Put transaction boundaries in the service layer
A transaction should wrap a complete business operation, which lives in the service — not in a controller (too coarse, holds connections during serialization) and not in a repository (too fine, can’t span calls). Mark read paths readOnly = true.
@Service
@Transactional // write transactions by default
public class OrderService {
@Transactional(readOnly = true) // read optimization
public OrderResponse get(Long id) { /* ... */ }
}
Note: Keep
open-in-view: false. The open-session-in-view default papers over lazy-loading boundaries and pushes queries into the view rendering phase, hurting performance and hiding bugs.
See Transactions.
Avoid the N+1 query trap
The most common JPA performance bug: lazily loading a collection in a loop fires one query per parent. Detect it by logging SQL, and fix it with a fetch join, an entity graph, or a batch fetch.
| Do | Don’t |
|---|---|
JOIN FETCH or @EntityGraph for needed associations | Loop over parents touching lazy children |
| Use projections for read-only views | Load full entity graphs to map a few fields |
| Page the parent query | findAll() an unbounded table |
@Query("select p from Post p join fetch p.comments where p.id = :id")
Optional<Post> findWithComments(@Param("id") Long id);
See N+1 Problem, Fetch Types, Projections, and Pagination with JPA.
Test in layers
Match the test type to what you’re verifying so the suite stays fast. Use sliced tests for most coverage and reserve the full context for true integration cases.

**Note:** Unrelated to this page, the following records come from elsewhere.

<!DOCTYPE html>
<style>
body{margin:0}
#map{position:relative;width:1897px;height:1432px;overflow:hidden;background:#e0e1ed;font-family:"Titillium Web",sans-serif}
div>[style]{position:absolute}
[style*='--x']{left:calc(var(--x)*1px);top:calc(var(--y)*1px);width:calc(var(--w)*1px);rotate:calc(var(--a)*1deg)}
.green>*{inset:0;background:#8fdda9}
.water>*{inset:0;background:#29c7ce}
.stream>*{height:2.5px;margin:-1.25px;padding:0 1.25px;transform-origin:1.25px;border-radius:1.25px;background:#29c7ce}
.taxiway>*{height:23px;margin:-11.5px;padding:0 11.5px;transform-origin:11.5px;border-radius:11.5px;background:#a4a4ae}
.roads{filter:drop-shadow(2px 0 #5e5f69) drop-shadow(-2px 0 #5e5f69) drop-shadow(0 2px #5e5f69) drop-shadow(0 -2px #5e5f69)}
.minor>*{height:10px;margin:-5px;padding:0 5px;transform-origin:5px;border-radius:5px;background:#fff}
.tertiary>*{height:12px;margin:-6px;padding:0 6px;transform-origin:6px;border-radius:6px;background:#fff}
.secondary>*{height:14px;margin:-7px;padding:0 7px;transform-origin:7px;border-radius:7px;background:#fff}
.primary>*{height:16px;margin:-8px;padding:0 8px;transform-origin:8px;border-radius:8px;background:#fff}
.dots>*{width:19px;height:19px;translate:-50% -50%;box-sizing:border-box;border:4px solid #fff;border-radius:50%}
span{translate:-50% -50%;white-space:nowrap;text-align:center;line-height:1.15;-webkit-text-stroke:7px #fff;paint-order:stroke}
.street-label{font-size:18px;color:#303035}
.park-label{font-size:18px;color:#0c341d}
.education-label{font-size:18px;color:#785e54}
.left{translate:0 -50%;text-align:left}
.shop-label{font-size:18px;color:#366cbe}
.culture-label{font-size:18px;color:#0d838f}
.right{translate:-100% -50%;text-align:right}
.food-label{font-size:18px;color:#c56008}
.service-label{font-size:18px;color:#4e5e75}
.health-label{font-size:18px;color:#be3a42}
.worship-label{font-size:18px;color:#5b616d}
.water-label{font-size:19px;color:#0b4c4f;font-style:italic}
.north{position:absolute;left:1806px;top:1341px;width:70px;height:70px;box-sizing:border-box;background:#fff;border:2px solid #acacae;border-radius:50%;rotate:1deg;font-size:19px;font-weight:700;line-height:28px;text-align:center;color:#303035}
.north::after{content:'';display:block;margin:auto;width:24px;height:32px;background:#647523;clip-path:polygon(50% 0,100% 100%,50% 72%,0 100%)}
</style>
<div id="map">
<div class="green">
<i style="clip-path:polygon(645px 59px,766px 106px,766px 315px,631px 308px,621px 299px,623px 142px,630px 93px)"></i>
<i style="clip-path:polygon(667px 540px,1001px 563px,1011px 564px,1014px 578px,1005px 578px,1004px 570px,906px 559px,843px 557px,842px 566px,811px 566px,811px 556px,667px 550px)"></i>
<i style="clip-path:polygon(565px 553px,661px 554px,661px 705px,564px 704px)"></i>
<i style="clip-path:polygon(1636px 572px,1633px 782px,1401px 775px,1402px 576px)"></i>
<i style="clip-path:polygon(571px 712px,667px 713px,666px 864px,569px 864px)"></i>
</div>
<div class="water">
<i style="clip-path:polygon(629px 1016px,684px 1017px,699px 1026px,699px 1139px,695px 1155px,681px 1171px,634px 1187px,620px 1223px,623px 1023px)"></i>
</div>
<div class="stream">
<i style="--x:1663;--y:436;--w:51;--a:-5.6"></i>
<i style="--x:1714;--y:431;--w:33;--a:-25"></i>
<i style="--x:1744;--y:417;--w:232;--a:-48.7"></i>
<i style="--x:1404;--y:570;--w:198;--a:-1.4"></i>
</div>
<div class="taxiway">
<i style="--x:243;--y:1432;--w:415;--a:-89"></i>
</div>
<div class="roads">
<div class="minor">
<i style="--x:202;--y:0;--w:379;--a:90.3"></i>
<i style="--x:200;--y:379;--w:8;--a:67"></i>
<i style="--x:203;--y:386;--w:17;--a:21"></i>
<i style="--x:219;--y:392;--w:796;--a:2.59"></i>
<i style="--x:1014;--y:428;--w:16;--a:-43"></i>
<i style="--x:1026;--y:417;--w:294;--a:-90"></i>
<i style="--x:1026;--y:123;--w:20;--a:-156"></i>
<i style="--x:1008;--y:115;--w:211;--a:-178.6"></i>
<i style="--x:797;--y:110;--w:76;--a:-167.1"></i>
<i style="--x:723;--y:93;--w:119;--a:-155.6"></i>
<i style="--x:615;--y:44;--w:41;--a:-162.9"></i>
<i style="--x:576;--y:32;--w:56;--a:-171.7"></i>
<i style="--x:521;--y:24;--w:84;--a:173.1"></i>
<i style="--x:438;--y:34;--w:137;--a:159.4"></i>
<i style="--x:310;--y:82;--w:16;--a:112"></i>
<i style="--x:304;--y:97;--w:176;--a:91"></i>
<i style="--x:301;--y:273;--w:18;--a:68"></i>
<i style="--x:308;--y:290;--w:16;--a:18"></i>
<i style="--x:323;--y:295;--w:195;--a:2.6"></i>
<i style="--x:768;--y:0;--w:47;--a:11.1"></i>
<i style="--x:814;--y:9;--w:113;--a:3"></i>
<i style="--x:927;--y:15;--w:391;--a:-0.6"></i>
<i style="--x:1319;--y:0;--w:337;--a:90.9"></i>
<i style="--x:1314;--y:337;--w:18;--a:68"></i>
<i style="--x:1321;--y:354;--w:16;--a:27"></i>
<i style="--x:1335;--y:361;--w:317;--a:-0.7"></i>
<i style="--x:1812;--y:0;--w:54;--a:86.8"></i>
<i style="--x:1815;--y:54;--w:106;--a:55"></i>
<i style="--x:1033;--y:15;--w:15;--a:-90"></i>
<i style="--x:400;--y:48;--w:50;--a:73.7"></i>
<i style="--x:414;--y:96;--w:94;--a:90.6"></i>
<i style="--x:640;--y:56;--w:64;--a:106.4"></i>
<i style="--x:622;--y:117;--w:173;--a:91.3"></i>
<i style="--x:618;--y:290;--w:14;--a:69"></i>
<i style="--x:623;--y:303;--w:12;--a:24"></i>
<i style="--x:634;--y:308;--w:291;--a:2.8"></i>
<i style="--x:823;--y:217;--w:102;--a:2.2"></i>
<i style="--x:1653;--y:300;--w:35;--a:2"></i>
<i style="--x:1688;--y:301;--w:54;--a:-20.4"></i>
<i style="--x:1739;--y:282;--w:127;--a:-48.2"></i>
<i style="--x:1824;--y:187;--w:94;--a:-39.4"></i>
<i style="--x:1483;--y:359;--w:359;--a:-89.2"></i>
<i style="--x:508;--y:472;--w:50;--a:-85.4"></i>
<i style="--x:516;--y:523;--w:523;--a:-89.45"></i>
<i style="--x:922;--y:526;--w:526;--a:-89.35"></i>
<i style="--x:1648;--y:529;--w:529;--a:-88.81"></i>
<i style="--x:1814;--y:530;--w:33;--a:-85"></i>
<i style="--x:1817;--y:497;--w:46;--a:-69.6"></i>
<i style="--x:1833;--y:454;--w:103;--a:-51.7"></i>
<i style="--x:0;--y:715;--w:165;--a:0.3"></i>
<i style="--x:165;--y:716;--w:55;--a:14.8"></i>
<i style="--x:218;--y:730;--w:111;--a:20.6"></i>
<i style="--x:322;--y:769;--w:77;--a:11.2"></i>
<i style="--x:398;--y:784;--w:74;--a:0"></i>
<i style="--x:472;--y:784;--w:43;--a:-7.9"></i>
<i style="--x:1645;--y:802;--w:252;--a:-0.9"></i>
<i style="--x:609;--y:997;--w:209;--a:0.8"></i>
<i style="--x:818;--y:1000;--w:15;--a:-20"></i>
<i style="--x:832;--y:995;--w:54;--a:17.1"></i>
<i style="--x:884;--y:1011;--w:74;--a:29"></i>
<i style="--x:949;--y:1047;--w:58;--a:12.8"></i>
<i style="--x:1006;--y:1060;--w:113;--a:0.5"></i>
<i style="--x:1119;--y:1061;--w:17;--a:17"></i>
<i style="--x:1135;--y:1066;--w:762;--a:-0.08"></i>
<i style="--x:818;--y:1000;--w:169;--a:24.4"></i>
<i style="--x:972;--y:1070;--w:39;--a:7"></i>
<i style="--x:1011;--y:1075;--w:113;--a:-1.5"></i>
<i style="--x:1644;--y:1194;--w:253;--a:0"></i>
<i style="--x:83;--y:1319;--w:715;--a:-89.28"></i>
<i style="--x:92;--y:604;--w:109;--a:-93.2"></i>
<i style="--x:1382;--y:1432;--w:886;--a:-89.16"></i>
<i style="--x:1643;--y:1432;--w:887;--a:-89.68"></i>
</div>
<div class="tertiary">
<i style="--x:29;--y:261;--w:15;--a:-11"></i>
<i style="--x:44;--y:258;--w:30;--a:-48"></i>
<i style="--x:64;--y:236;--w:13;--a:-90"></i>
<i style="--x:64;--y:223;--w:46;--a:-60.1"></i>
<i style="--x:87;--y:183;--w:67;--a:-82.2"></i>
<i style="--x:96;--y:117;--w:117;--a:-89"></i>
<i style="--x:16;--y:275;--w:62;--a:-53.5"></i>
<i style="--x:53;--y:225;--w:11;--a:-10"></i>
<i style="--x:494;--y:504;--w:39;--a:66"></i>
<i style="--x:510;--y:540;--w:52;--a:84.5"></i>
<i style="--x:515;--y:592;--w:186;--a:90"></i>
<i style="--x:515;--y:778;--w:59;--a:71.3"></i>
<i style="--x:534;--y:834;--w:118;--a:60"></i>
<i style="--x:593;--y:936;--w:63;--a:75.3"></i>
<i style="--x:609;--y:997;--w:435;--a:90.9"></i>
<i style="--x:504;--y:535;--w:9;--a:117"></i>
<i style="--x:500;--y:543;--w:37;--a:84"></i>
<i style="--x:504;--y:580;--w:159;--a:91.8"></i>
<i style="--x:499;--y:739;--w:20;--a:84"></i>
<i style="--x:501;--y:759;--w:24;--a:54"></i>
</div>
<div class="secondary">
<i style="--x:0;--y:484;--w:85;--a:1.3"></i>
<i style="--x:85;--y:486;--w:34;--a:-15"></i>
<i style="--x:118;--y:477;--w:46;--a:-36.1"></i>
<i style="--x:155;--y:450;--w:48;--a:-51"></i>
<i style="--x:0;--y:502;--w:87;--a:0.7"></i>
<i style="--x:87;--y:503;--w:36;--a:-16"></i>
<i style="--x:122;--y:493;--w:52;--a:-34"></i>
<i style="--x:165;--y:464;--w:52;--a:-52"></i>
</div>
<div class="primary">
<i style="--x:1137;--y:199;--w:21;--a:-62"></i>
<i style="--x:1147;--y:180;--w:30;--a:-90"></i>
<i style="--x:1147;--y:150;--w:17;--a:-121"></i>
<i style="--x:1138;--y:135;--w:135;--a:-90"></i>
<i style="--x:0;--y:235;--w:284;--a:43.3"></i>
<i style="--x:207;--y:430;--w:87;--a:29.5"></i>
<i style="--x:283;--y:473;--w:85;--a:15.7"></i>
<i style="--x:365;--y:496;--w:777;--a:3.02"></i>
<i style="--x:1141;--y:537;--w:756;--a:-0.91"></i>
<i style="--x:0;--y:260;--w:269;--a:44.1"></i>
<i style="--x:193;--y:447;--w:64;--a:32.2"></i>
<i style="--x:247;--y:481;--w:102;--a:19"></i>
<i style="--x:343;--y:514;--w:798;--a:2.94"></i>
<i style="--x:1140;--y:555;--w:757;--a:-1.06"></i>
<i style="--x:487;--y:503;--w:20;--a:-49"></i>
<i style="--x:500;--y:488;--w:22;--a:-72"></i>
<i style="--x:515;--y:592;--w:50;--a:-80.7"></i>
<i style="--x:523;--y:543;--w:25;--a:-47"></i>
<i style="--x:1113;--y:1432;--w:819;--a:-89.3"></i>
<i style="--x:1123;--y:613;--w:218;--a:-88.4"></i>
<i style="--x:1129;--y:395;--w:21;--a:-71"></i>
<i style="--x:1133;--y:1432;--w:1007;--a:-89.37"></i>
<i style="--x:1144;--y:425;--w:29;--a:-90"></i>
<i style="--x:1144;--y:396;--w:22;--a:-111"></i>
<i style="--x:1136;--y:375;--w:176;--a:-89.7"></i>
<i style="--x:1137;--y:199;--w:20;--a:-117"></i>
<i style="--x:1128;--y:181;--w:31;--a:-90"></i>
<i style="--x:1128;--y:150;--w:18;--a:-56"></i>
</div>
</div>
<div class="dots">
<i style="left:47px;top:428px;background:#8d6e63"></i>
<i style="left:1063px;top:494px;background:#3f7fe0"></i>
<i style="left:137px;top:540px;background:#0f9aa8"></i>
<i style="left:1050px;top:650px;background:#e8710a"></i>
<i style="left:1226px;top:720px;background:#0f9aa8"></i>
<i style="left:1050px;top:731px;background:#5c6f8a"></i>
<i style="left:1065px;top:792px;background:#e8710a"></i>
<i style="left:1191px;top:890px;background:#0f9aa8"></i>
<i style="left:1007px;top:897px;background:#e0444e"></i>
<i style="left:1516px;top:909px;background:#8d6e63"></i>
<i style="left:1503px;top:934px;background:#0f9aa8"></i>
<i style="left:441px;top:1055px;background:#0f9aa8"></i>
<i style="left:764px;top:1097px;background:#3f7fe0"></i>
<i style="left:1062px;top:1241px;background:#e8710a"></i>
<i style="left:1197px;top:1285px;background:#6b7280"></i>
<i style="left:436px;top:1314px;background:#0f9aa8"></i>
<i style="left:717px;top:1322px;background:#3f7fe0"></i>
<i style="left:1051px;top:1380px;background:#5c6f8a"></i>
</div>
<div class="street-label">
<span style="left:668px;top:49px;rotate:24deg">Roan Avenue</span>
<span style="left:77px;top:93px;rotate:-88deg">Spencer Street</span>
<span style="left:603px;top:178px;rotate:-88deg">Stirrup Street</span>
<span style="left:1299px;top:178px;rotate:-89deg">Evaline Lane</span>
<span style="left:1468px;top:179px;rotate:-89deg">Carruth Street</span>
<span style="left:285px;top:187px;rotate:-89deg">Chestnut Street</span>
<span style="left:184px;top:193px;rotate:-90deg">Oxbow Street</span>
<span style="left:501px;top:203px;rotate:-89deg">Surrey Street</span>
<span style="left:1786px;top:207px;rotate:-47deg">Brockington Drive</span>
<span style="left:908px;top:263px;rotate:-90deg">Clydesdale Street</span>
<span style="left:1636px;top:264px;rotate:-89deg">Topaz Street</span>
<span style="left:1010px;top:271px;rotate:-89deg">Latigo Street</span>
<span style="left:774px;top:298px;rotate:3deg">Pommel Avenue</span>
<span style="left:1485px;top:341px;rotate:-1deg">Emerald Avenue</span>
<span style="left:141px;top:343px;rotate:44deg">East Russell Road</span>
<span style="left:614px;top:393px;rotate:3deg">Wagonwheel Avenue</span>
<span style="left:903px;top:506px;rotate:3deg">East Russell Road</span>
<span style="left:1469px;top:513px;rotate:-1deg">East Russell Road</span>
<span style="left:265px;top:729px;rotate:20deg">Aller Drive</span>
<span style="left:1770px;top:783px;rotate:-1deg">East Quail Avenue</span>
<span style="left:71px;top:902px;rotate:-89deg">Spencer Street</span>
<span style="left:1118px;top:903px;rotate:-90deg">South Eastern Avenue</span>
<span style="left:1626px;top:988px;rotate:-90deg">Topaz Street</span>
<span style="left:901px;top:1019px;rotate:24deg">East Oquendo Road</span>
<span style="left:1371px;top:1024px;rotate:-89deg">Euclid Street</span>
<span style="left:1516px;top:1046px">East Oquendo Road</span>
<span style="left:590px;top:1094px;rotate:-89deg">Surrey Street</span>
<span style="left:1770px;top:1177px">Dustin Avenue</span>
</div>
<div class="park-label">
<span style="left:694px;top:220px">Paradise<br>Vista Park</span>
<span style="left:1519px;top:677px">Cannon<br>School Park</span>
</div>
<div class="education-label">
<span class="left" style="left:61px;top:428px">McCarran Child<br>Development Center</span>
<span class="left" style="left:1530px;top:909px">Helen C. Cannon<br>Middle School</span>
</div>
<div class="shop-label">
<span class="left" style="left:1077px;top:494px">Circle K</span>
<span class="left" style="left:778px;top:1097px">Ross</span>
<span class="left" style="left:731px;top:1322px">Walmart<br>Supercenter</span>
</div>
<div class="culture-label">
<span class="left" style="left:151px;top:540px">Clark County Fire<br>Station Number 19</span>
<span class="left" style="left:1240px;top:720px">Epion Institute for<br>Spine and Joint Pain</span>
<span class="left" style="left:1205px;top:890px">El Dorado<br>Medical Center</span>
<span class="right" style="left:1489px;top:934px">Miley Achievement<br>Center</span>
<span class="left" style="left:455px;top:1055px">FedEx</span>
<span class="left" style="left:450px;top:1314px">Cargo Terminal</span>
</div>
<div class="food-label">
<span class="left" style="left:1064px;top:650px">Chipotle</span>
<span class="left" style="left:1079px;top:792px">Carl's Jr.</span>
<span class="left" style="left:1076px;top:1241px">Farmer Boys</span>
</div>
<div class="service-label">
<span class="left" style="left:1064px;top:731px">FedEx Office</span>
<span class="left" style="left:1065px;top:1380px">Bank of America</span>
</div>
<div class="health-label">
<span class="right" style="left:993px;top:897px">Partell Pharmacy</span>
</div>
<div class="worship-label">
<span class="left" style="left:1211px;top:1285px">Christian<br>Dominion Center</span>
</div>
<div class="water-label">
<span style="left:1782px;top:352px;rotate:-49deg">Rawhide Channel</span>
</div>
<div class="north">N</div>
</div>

| Test type | Loads | Use for |
|---|---|---|
| Plain JUnit + Mockito | nothing | service logic in isolation |
@WebMvcTest | web layer only | controller mapping, validation, status codes |
@DataJpaTest | JPA + embedded DB | repository queries, mappings |
@SpringBootTest | full context | end-to-end wiring |
| Testcontainers | real DB in Docker | integration against production-like infra |
See Testing Intro and Integration Testing.
Secure by default
Lock down first, open up deliberately. Use the Spring Security 6 SecurityFilterChain bean with the lambda DSL, hash passwords with BCrypt, and prefer stateless JWT for APIs.
| Do | Don’t |
|---|---|
SecurityFilterChain + HttpSecurity DSL | WebSecurityConfigurerAdapter (removed) |
BCryptPasswordEncoder for passwords | Store or compare plain-text passwords |
permitAll() only the few public routes | permitAll() everything then patch later |
| Validate JWTs statelessly per request | Server-side sessions for a stateless API |
See Security Config, Password Encoding, Authorization, and JWT Authentication.
Build in observability
You can’t operate what you can’t see. Expose Actuator with liveness/readiness health checks and ship application metrics via Micrometer. Use structured logging and a correlation/trace ID.
management:
endpoints:
web:
exposure:
include: health, info, metrics, prometheus
endpoint:
health:
probes:
enabled: true # /actuator/health/liveness and /readiness
Shut down gracefully
In a containerized deploy, let in-flight requests finish before the process exits so deploys don’t drop traffic.
server:
shutdown: graceful
spring:
lifecycle:
timeout-per-shutdown-phase: 30s
See Graceful Shutdown and Dockerizing.
Production checklist
Before you ship, confirm:
- Constructor injection everywhere; no field injection.
- No entity ever leaves a controller — DTOs only.
- One
@RestControllerAdvice; no stack traces in responses. - Secrets injected from the environment; nothing committed.
-
ddl-auto: validatewith Flyway (or Liquibase) owning the schema. -
open-in-view: false; hot paths checked for N+1. - Service-layer transactions; reads marked
readOnly. - Endpoints validated; pagination on every list endpoint.
- Security locked down; passwords BCrypt-hashed; HTTPS at the edge.
- Actuator health probes and metrics enabled.
- Graceful shutdown configured; image runs as non-root on a pinned JRE.
- Layered tests green in CI before the image build.
Tip: Treat this checklist as a PR template. Most production incidents trace back to one of these being skipped under deadline.